This crisis in science according to Merleau-Ponty can only be ended if we break with our objectifying stance towards the world and return to our perceptive life, our original openness towards the world . In perceptual life the world is never fully given to us as an object outside of us, we are situated in and involved with it. The perceptual world always retains a certain ambiguity and openness. This ambiguity of the perceptual world becomes apparent in for example the way we perceive objects. We perceive the unity of an object not through an intellectual reconstruction of it, rather it is the result of our practical engagement with the world. We know that a building we see has a backside not through reflection, but because we can move around it and can therefore anticipate it. Breaking with the objectifying stance towards the world reveals the importance of our body in the perceptual process, Merleau-Ponty explains this:
“The perceptual synthesis thus must be accomplished by the subject, which can both delimit certain perspectival aspects in the objects, the only ones actually given, and at the same time go beyond them. This subject, which takes a point of view, is my body as the field of perception and action.”

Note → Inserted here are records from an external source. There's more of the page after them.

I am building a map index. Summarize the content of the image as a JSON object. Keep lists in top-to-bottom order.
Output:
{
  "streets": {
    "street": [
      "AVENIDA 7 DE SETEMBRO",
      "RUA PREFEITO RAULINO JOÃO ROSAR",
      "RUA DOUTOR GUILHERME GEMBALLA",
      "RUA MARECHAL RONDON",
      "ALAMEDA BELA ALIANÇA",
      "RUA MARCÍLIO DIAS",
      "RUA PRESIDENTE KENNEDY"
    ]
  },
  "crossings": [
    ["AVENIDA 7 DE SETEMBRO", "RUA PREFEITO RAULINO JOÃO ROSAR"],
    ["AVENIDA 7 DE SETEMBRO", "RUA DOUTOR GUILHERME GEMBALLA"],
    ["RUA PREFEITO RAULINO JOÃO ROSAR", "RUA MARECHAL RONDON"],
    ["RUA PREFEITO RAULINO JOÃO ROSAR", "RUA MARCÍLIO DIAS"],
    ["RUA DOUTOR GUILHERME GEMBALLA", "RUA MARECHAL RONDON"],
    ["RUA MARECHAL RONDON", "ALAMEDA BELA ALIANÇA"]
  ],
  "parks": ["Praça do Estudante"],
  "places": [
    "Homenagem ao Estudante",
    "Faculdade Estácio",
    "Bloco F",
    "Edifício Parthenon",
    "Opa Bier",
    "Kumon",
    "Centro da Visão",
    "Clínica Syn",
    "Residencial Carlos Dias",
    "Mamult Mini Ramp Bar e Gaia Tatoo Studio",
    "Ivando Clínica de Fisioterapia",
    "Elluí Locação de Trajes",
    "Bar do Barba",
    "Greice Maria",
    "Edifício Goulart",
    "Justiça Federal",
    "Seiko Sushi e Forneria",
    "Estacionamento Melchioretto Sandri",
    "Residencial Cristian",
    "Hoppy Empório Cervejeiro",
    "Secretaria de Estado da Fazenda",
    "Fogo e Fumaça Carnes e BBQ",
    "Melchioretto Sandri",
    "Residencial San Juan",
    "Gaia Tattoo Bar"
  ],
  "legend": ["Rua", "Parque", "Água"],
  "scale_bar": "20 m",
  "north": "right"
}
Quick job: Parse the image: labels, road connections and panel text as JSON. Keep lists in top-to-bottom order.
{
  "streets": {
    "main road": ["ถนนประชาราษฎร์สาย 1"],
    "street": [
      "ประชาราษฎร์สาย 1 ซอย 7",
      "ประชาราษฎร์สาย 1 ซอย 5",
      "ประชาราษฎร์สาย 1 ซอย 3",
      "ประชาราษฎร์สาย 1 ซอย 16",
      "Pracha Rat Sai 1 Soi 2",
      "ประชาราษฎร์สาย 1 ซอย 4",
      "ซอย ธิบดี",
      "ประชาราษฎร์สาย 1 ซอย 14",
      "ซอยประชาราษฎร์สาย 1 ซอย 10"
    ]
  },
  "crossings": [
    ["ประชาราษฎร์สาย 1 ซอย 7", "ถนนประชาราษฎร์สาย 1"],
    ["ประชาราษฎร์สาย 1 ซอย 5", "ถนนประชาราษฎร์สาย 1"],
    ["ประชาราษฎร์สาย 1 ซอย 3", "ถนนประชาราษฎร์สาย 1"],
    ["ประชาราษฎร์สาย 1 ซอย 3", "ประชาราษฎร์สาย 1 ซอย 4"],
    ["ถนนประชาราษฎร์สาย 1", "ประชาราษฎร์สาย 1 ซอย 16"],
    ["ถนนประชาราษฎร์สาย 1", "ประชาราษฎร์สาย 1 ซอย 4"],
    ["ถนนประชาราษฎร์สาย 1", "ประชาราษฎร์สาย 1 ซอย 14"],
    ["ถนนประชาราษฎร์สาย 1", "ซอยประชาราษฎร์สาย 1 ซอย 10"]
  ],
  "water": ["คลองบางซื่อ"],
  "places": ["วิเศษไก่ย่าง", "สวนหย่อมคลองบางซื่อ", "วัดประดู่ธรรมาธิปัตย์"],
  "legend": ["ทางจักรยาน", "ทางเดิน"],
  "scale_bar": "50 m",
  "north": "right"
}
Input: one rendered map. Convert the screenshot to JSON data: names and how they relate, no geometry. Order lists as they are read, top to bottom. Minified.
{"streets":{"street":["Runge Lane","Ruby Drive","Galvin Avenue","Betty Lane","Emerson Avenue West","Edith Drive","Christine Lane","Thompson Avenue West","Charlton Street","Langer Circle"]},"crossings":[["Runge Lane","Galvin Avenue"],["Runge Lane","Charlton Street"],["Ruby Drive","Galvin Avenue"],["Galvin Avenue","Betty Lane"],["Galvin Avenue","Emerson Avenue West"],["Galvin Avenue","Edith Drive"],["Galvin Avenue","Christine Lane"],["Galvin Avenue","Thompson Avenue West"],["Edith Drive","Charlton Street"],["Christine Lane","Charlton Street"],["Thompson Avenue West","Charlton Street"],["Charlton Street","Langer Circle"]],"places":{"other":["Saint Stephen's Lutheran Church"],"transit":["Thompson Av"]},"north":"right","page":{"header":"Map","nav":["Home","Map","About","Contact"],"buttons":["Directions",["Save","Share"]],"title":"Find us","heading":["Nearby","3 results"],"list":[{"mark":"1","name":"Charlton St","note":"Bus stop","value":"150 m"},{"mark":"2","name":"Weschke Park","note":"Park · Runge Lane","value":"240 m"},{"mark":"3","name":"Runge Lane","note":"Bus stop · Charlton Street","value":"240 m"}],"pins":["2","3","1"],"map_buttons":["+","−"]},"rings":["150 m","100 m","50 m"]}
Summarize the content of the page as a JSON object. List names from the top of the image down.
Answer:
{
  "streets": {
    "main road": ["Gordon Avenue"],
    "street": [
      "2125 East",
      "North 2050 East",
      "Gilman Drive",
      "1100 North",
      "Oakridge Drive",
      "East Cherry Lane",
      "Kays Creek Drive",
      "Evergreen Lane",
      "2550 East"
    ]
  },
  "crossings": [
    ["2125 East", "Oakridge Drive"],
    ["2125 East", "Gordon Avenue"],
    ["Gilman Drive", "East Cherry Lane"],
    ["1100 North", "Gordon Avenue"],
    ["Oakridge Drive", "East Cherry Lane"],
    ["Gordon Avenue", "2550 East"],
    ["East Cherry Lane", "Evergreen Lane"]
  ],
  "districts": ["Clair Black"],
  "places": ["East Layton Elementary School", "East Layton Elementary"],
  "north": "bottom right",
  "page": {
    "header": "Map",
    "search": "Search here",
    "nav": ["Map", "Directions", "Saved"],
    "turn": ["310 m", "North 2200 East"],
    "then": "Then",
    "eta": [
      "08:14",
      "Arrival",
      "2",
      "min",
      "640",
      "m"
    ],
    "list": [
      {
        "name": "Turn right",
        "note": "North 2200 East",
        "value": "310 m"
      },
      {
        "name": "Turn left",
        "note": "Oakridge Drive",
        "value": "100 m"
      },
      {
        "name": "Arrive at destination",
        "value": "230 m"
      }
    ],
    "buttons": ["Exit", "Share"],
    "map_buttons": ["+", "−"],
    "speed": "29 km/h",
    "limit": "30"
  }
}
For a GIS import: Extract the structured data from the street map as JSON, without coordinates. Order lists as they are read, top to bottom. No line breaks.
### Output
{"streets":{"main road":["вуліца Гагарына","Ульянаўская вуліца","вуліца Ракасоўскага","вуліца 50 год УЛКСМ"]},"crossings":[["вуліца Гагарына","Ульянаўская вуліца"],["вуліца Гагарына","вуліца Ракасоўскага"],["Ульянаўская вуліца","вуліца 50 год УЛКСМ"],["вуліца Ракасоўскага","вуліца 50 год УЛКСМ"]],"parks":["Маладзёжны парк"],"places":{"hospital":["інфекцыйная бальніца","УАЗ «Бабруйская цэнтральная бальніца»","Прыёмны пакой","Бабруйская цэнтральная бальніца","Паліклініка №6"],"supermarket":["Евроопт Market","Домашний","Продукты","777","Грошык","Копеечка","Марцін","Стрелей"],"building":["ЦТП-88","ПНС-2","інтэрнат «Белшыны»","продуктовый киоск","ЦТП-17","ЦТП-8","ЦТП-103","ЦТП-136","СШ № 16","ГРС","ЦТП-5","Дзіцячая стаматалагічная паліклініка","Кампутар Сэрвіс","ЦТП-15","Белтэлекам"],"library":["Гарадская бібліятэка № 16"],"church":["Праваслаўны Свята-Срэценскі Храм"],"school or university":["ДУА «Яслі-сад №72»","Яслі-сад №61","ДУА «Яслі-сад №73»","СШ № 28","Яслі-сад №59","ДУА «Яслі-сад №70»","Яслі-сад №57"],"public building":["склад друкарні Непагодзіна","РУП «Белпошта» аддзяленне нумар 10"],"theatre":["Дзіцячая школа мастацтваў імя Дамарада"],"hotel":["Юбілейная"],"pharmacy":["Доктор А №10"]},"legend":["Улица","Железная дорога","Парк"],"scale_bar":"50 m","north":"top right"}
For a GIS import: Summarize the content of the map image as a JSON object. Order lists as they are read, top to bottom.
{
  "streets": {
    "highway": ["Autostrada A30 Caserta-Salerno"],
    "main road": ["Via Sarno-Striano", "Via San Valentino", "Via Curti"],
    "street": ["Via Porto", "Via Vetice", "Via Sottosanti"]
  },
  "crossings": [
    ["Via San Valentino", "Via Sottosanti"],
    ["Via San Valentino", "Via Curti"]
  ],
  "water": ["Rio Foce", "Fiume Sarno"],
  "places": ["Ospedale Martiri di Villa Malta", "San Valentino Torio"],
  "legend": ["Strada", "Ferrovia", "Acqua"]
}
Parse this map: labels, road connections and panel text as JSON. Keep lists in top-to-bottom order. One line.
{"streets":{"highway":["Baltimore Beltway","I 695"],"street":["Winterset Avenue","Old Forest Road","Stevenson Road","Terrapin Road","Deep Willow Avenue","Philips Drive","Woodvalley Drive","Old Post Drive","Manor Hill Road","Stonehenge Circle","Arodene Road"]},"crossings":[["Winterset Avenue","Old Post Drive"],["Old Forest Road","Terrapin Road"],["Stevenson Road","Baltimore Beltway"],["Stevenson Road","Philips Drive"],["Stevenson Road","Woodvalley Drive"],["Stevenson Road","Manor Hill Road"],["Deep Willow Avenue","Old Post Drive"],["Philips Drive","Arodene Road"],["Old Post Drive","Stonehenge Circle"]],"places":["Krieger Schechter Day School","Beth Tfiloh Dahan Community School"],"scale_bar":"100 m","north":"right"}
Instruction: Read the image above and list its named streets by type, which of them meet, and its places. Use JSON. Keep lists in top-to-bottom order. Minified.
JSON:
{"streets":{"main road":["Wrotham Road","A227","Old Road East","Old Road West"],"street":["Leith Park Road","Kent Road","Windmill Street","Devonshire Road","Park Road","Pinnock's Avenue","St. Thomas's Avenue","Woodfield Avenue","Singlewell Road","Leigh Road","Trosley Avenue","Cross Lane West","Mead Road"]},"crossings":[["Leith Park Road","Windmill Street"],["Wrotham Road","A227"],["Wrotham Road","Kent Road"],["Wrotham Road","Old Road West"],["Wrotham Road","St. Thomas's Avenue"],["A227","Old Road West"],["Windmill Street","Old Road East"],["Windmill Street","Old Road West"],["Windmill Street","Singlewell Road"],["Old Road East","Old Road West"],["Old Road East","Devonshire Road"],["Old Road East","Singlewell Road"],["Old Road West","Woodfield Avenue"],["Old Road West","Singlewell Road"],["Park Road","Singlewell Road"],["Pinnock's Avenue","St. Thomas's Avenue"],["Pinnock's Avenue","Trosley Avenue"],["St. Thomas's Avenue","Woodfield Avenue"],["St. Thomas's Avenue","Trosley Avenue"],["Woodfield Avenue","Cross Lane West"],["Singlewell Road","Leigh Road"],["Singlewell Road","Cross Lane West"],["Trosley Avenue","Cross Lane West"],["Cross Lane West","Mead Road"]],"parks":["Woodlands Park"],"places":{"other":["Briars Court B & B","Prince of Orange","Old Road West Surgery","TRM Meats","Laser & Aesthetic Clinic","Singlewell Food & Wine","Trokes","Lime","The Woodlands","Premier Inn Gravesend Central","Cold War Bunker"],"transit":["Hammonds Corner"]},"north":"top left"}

Perception necessarily has this perspectival aspect; phenomena are never fully given but always present themselves in a kind of partial way. Merleau-Ponty calls this the paradox of immanence and transcendence in perception:
“Immanence, because the perceived object cannot be foreign to him who perceives; transcendence, because it always contains something more than what is actually given.”
But while the objects I perceive can be both present as well as absent in my perceptual life, my body as a point of view from which I perceive the things in the world is an always present companion that remains hidden in the background. It is the continuous presence of my body that constitutes my subjectivity in relation to the changing environment of my perceptual world. In Merleau-Ponty’s view the perceiving subject does not precede the perceived environment, it comes into being in the recognition of the perceptual world. The perceiving subject constitutes its environment as a surrounding world but at the same time can only experience itself in relation to this surrounding world. Merleau-Ponty therefore rather speaks of ‘being towards the world’ instead of speaking about the subject and the world as two separate domains . Only from this primordial unity it becomes possible differentiate a subject and its environment.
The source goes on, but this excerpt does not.